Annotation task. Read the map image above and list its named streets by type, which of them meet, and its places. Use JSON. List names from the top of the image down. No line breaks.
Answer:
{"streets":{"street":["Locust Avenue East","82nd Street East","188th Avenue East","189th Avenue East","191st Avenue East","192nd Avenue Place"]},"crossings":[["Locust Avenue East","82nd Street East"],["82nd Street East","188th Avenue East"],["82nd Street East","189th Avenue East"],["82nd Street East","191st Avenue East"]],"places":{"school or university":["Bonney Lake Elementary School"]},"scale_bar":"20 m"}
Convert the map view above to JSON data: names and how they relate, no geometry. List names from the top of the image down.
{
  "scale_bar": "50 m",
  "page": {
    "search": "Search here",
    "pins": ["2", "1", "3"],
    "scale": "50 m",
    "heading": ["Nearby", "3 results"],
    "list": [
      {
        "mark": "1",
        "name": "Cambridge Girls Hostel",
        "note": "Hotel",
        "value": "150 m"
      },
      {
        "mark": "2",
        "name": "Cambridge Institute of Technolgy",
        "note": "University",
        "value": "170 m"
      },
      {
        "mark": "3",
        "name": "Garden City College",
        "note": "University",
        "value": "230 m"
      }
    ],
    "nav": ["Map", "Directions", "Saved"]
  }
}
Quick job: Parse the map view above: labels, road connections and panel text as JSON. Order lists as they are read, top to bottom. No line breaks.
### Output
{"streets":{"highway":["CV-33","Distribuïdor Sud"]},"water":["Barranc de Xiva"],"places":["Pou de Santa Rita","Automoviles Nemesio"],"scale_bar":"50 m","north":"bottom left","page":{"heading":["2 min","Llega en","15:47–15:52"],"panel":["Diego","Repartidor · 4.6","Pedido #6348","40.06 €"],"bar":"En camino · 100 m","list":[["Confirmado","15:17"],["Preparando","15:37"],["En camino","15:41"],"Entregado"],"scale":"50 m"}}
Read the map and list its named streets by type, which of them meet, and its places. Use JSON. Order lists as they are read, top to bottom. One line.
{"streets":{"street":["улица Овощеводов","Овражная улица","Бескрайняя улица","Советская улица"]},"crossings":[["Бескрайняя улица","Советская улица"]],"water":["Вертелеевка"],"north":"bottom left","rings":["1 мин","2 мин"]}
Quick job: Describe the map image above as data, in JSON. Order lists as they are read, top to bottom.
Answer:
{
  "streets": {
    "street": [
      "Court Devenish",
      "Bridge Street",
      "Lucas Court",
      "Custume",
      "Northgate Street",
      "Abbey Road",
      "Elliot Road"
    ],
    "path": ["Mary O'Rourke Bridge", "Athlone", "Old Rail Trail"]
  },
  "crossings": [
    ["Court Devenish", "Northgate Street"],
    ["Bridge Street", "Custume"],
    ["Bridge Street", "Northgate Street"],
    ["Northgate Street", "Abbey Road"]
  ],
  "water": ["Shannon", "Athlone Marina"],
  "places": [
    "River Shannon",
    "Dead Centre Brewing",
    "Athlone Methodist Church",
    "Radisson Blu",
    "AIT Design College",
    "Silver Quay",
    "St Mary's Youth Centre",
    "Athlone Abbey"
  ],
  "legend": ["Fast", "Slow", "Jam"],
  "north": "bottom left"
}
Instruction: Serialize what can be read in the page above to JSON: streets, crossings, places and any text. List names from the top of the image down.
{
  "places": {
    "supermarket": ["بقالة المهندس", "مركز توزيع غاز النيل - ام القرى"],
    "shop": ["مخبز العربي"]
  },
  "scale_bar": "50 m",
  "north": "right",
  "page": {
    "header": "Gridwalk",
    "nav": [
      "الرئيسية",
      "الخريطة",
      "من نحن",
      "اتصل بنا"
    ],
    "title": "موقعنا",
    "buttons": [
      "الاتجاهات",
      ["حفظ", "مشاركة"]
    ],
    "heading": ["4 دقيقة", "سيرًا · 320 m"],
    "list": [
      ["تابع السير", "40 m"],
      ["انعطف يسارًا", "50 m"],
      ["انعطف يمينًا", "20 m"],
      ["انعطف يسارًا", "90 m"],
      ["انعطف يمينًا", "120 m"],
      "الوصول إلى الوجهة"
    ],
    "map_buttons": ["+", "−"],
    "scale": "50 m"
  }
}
============
→ **Aim of the task**
Lines that contain the string "Quick" should be copied from the material above.

→ **Written answer**
Quick job: Parse the map view above: labels, road connections and panel text as JSON. Order lists as they are read, top to bottom. No line breaks.
Quick job: Describe the map image above as data, in JSON. Order lists as they are read, top to bottom.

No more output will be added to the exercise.